Fluidity of Cement Paste with Air-Cooled Blast Furnace Slag

Air-cooled slag showed grindability approximately twice as good as that of water-cooled slag. While the studied water-cooled slag was composed of glass as constituent mineral, the air-cooled slag was mainly composed of melilite. It is assumed that the sulfur in air-cooled slag is mainly in the form of CaS, which is oxidized into CaS2O3 when in contact with air. CaS2O3, then, is released mainly as S(2)O(3)(2-)ion when in contact with water. However, the sulfur in water-cooled slag functioned as a constituent of the glass structure, so the S(2)O(3)(2-)ion was not released even when in contact with water. When no chemical admixture was added, the blended cement of aircooled slag showed higher fluidity and retention effect than those of the blended cement of the water-cooled slag.

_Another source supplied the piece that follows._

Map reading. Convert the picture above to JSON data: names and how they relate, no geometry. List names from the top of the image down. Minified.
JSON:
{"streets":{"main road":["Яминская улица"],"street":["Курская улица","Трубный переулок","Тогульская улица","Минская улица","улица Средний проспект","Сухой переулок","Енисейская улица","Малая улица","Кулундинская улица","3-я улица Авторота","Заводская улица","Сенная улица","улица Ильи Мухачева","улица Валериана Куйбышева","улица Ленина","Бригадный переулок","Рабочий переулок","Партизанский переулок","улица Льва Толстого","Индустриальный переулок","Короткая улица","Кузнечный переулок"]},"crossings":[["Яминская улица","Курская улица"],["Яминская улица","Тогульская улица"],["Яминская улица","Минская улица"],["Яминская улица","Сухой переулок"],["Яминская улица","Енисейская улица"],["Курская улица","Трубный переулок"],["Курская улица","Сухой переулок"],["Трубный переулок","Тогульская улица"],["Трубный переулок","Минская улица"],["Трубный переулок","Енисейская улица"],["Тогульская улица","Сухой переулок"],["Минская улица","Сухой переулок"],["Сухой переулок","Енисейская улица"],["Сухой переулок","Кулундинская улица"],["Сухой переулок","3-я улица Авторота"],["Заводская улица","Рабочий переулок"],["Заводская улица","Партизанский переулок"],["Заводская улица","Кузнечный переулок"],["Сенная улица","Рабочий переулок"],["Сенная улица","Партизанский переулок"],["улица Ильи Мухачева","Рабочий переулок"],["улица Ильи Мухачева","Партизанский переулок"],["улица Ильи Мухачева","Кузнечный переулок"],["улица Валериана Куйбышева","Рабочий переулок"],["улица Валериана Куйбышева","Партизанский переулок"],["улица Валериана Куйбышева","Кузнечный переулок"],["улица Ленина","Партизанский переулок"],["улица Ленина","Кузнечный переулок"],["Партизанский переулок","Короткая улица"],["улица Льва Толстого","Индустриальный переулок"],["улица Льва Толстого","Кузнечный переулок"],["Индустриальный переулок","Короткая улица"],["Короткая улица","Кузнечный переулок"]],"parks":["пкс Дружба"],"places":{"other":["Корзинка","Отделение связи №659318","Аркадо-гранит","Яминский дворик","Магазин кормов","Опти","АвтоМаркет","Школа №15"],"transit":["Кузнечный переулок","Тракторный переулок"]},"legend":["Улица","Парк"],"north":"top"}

It seems that these discrepancies are caused by the initial hydration inhibition effect of cement by the S(2)O(3)(2-)ion of air-cooled slag. When a superplasticizer is added, the air-cooled slag used more superplasticizer than did the blast furnace slag for the same flow because the air-cooled slag had higher specific surface area due to the presence of micro-pores. Meanwhile, the blended cement of the air-cooled slag showed a greater fluidity retention effect than that of the blended cement of the water-cooled slag. This may be a combined effect of the increased use of superplasticizer and the presence of released S(2)O(3)(2-)ion; however, further, more detailed studies will need to be conducted.